=== Input data ===

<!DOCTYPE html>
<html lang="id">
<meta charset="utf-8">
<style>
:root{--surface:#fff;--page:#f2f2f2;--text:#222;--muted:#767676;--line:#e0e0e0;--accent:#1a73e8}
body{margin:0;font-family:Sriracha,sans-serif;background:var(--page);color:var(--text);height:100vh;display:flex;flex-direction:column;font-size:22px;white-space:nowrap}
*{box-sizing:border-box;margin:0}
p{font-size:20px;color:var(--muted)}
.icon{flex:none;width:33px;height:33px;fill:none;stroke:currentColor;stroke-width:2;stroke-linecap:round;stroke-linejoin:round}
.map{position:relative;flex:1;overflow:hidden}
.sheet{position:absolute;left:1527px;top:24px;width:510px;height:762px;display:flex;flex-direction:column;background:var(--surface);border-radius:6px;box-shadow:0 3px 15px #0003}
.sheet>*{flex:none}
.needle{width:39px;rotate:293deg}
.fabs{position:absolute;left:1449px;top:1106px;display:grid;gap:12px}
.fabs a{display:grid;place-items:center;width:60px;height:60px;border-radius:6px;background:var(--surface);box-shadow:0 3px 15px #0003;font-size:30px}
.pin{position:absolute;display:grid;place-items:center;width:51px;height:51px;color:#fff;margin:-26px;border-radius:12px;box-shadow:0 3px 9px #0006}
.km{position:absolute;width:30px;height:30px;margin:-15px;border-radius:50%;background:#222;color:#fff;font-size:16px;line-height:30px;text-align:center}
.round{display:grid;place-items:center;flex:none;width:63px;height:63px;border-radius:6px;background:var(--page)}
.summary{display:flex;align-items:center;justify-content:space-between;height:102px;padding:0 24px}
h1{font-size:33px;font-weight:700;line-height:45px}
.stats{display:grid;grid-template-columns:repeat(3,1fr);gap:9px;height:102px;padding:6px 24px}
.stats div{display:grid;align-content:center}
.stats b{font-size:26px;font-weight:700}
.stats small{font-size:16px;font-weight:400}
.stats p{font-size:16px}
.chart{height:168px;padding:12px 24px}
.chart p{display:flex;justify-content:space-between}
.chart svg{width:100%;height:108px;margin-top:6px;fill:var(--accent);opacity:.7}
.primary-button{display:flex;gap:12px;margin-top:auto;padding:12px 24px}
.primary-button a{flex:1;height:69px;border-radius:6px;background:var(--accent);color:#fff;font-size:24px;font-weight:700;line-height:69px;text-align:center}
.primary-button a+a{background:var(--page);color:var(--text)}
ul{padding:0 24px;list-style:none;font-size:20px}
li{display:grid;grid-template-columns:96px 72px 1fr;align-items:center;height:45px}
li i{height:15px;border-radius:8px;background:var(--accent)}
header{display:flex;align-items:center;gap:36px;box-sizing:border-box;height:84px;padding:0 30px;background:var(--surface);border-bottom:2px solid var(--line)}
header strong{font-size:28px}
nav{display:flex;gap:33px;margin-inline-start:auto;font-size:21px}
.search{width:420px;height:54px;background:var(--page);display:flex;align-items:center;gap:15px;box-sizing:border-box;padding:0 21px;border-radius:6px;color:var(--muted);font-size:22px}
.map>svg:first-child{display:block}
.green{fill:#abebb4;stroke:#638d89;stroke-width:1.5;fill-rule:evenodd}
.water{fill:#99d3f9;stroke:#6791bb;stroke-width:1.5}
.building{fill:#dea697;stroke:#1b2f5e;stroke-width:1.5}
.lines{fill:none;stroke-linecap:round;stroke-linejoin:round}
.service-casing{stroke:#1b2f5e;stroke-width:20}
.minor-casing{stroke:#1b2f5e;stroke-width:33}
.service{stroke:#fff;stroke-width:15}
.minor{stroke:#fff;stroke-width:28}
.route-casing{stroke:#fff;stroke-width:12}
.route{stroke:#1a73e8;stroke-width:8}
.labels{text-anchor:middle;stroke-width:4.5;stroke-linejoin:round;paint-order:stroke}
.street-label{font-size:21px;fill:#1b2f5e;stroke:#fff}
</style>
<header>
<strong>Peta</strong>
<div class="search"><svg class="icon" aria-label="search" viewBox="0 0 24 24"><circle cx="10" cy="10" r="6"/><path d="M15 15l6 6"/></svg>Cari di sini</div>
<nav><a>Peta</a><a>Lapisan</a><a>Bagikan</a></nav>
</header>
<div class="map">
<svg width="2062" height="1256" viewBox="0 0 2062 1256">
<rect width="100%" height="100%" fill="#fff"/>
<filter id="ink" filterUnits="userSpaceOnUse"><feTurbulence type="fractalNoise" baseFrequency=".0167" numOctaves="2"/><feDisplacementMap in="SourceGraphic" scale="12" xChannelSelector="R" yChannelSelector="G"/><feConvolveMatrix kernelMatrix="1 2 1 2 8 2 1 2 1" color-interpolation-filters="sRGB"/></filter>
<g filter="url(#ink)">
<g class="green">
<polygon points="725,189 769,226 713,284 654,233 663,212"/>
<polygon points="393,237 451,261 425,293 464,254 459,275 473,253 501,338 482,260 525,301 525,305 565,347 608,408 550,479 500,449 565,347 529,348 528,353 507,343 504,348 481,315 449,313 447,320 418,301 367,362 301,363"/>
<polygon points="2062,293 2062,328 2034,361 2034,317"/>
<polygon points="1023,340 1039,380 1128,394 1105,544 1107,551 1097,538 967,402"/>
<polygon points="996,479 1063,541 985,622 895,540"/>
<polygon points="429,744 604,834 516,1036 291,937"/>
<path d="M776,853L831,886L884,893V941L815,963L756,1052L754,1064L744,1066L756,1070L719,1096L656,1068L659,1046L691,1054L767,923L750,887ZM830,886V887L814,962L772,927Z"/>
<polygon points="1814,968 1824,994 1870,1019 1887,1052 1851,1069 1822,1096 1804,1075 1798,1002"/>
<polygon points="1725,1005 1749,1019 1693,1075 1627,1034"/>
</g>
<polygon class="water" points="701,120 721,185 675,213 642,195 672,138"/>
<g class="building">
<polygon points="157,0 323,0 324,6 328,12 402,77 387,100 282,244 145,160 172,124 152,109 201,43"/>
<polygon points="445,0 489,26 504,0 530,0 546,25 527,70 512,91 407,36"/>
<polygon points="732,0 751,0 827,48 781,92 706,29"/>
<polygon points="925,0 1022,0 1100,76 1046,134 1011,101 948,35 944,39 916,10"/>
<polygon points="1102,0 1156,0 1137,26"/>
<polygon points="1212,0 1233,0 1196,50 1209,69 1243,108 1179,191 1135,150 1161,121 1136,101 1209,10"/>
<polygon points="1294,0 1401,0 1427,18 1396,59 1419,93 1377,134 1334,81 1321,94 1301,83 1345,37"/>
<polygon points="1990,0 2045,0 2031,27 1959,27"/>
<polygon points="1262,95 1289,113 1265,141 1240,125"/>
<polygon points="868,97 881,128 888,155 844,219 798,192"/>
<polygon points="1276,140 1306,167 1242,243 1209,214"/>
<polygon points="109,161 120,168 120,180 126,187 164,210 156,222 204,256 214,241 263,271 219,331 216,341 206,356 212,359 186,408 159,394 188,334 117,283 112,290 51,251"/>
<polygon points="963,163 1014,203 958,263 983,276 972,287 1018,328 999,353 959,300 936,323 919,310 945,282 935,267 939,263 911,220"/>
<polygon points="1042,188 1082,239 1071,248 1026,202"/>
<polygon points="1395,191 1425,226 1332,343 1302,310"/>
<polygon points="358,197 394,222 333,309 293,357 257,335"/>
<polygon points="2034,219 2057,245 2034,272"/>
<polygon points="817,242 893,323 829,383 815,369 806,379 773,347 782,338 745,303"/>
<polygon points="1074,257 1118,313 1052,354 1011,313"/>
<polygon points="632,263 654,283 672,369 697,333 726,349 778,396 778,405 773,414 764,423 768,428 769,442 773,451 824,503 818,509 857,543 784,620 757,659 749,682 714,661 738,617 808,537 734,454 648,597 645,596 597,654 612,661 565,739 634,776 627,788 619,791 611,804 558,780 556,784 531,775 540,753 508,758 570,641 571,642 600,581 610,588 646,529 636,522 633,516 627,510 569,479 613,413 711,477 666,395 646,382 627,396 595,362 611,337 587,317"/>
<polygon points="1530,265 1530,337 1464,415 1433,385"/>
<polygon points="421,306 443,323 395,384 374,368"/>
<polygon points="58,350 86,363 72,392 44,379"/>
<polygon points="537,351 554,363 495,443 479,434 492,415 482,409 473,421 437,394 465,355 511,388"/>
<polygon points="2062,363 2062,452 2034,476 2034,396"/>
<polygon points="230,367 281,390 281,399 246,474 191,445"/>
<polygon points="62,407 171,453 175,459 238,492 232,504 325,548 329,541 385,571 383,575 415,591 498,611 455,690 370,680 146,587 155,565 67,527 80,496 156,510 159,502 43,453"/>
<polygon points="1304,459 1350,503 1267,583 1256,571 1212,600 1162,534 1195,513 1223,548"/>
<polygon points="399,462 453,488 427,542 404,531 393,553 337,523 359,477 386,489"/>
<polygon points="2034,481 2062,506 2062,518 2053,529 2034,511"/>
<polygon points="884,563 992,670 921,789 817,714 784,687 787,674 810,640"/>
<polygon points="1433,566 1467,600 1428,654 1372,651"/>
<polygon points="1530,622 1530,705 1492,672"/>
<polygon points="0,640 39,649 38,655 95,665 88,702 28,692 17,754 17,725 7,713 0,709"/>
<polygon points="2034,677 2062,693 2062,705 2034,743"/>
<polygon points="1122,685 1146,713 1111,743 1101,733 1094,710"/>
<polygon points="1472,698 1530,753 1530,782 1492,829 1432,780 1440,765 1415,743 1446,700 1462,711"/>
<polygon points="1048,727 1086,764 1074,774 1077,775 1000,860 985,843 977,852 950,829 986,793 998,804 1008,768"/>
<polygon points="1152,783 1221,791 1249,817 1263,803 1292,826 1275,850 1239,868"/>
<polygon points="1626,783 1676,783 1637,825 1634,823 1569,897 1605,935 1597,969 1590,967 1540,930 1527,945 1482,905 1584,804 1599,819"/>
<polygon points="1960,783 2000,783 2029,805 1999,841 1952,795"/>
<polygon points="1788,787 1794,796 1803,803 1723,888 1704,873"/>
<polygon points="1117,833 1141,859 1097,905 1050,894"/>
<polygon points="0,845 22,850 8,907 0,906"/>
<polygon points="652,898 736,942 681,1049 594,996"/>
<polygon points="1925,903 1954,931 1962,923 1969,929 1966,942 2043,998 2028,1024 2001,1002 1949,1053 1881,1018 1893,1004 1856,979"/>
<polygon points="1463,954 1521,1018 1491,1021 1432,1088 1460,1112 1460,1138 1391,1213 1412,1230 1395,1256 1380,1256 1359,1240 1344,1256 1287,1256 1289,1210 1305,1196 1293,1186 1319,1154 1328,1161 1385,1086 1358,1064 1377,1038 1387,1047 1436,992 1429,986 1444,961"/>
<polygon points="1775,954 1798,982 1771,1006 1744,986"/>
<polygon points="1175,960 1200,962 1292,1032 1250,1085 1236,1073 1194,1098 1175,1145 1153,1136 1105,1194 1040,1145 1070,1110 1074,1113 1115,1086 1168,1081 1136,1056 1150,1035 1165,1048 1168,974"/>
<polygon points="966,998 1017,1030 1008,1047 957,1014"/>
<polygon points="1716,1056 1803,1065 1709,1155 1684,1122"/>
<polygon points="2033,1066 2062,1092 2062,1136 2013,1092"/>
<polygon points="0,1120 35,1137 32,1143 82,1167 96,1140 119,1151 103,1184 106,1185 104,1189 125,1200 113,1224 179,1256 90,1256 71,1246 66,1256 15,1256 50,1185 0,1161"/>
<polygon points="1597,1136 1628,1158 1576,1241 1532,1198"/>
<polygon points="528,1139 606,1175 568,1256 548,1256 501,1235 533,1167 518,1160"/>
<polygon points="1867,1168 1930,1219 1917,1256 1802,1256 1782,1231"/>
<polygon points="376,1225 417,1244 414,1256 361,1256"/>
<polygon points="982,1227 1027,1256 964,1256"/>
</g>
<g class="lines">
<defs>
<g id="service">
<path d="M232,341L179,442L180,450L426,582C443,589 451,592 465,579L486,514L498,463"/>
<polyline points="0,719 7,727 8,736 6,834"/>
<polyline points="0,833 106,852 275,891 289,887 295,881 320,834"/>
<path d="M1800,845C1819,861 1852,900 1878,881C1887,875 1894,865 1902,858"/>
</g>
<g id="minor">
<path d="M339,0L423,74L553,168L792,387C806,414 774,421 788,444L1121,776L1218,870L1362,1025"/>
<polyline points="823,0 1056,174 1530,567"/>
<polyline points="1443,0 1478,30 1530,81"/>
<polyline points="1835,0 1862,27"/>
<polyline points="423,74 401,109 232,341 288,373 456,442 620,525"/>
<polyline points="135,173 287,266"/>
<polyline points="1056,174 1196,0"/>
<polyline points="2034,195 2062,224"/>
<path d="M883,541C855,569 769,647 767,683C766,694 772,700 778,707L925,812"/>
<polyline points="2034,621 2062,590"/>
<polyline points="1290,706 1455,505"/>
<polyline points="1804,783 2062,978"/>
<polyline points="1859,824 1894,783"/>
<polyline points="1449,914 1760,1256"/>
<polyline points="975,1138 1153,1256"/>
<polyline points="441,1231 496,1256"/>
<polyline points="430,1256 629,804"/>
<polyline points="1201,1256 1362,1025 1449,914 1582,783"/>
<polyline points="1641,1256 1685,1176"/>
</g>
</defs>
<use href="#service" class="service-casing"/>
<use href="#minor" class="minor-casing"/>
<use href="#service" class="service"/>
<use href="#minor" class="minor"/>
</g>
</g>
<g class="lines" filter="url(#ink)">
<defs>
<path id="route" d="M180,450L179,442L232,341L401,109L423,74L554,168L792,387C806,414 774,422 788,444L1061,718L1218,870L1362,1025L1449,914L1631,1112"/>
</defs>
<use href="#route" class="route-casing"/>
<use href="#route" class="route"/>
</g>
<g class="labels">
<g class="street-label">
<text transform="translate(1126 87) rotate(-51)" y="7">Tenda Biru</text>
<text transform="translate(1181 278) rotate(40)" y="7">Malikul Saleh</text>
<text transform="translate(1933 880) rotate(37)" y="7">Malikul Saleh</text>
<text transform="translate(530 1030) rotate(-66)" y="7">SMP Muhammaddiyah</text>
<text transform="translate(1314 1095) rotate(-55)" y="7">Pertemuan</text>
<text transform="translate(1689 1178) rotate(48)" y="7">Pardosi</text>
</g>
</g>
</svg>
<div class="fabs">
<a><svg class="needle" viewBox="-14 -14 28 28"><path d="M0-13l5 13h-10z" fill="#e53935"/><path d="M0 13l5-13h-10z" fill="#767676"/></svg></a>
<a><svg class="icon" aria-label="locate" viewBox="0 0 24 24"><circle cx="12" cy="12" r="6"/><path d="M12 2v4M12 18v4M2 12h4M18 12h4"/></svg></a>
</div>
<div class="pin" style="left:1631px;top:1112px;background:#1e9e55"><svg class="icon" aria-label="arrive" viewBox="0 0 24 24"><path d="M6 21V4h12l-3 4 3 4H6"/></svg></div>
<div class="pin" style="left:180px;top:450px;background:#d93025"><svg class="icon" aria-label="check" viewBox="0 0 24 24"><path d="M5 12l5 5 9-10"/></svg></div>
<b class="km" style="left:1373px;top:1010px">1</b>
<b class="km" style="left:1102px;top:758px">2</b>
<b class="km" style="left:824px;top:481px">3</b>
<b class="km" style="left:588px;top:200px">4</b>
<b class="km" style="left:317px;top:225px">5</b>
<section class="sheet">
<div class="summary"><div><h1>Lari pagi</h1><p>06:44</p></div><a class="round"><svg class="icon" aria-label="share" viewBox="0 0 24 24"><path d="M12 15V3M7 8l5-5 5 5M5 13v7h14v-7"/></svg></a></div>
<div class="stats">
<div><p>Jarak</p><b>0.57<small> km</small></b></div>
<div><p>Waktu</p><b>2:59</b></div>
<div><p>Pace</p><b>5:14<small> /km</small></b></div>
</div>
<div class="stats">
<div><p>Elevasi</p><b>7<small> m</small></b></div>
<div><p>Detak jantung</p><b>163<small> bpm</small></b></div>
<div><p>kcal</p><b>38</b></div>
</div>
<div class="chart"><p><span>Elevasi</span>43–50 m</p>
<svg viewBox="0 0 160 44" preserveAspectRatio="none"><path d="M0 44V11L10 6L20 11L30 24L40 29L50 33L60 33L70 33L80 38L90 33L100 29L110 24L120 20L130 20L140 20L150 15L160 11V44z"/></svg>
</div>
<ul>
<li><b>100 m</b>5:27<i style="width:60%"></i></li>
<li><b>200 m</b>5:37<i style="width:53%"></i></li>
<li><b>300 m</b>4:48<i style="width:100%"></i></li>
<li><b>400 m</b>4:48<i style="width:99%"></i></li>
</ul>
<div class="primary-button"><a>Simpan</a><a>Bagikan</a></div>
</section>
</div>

===
=== Input data ===

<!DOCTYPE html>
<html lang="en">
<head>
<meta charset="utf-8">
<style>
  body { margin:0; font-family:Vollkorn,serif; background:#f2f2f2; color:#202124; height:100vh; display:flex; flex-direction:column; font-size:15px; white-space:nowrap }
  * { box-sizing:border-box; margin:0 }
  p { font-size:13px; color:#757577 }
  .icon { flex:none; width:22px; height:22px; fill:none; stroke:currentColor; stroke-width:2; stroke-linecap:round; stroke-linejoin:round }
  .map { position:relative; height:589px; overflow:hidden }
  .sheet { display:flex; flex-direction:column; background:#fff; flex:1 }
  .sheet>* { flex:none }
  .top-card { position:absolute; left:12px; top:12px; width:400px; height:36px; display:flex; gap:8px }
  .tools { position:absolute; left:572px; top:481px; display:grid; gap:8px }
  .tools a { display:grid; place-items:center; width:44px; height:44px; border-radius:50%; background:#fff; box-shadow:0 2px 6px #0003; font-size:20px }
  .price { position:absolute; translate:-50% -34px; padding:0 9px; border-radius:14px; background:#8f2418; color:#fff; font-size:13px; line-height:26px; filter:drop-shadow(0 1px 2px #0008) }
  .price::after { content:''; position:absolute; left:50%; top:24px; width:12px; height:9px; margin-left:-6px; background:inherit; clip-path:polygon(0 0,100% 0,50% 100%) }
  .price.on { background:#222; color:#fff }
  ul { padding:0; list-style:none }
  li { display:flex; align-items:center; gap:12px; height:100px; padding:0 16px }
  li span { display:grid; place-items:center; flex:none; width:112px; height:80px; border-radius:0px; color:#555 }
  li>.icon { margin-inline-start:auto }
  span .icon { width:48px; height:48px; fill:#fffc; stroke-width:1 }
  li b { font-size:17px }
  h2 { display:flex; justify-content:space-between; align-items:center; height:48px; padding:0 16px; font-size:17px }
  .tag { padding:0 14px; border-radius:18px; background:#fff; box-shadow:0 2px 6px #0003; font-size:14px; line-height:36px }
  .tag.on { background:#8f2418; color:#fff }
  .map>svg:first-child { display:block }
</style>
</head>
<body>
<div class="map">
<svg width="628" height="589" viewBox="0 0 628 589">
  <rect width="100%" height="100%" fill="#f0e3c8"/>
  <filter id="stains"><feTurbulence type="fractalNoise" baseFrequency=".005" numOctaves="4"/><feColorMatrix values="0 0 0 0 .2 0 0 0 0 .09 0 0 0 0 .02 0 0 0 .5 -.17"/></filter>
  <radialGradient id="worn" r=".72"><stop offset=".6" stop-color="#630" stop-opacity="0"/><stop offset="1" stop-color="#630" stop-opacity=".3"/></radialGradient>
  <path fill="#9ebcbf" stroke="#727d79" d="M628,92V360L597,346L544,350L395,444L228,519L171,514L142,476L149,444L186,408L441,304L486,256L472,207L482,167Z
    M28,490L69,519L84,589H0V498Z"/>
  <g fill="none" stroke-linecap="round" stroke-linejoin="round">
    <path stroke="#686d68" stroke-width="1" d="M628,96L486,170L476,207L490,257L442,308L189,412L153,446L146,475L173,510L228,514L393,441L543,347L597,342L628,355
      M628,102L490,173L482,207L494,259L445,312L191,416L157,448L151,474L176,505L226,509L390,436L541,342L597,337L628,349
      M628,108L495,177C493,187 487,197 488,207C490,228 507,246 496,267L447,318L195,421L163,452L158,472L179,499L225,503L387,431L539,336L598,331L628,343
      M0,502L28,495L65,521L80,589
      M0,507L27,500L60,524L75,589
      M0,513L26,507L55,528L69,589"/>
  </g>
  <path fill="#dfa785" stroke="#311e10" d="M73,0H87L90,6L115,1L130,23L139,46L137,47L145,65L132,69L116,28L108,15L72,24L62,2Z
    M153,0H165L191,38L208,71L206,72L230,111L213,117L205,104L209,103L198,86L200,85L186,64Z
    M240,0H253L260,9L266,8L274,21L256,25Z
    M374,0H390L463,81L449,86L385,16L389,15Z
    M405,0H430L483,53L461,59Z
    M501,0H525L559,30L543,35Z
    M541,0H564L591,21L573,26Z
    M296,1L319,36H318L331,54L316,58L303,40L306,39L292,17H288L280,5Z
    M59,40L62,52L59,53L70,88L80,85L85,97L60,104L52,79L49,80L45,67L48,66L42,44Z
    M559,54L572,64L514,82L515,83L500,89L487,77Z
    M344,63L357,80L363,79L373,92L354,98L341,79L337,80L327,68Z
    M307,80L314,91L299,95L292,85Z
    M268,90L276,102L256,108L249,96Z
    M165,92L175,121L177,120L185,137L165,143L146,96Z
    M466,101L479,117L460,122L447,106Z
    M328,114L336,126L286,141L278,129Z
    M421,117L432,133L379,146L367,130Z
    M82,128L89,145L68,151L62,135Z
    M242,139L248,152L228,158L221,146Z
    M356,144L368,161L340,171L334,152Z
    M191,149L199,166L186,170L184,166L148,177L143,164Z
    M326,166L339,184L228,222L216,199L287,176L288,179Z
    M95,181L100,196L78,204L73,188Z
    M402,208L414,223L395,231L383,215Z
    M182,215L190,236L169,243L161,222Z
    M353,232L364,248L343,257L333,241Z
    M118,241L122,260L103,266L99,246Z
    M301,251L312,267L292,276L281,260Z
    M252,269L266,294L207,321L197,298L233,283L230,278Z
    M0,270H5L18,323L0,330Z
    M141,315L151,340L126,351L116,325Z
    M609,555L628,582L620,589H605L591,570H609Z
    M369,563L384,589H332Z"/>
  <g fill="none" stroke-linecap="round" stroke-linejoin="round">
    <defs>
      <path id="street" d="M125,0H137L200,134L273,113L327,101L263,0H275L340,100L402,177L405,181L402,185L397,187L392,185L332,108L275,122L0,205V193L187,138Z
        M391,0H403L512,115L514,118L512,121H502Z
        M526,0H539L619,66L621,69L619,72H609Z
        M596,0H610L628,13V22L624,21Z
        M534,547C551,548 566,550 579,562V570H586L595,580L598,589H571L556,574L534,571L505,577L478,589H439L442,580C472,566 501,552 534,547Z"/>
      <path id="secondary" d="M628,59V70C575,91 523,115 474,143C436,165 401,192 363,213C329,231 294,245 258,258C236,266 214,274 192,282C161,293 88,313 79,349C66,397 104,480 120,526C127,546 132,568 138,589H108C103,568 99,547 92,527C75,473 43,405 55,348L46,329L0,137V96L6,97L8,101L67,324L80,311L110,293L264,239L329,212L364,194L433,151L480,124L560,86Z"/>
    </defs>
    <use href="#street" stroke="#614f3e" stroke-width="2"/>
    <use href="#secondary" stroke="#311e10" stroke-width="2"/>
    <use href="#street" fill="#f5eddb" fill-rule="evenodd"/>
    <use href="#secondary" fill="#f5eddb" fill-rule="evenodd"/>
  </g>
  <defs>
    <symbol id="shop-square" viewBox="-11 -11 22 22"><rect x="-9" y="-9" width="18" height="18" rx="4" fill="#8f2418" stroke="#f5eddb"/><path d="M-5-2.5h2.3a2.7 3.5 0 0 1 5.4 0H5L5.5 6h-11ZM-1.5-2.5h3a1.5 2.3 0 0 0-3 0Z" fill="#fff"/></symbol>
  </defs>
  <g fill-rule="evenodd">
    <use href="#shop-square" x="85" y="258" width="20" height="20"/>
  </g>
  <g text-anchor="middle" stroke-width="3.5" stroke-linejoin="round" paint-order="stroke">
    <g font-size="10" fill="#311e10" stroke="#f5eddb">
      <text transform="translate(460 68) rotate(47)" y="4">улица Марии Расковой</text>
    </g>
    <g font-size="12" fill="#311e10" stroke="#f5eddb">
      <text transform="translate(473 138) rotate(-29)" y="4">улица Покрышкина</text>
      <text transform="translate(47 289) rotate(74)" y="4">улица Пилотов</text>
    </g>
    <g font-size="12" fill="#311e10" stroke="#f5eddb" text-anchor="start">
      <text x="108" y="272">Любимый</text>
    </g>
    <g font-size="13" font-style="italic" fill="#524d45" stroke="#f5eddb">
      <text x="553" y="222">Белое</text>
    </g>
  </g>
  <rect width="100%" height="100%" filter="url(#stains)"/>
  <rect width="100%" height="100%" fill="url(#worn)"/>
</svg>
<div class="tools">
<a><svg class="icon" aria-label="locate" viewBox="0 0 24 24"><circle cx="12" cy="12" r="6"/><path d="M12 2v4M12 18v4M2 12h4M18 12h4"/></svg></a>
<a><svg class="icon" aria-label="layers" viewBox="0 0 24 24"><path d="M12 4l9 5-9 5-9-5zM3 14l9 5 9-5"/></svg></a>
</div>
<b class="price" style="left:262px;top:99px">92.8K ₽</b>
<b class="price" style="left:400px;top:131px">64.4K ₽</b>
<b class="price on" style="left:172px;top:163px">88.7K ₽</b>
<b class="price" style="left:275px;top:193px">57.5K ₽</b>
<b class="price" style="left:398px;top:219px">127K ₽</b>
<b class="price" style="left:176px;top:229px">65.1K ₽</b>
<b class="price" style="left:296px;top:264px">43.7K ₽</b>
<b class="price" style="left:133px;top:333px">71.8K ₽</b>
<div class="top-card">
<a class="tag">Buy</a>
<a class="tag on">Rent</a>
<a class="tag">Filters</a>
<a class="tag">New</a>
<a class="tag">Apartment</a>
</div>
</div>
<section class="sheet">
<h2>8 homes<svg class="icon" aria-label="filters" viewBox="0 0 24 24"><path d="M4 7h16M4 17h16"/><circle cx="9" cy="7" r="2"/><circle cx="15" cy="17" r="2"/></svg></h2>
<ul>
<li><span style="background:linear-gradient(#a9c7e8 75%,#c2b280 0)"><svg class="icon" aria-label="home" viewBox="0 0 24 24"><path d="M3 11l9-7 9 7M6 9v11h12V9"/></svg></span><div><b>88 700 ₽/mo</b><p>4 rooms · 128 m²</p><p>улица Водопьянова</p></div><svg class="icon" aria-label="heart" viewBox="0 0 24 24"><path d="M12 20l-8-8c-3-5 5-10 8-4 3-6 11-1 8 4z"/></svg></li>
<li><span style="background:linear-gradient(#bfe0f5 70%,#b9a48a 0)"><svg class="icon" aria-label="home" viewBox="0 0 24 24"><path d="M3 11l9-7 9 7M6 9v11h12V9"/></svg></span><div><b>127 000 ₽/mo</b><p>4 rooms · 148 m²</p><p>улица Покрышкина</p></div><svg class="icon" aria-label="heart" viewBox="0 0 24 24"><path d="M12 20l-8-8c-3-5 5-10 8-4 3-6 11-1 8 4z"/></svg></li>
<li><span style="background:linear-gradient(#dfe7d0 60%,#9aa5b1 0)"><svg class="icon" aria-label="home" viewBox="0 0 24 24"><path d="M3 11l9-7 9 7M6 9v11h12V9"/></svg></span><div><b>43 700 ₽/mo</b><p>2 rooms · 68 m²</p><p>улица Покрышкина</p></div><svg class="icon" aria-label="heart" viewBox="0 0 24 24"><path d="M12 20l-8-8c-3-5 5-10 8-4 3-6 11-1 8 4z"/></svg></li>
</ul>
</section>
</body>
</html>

===

*Problem requirements*: In the listing above, find each line with the word "service" and return it.

*Response for this exercise*:
.service-casing{stroke:#1b2f5e;stroke-width:20}
.service{stroke:#fff;stroke-width:15}
<g id="service">
<use href="#service" class="service-casing"/>
<use href="#service" class="service"/>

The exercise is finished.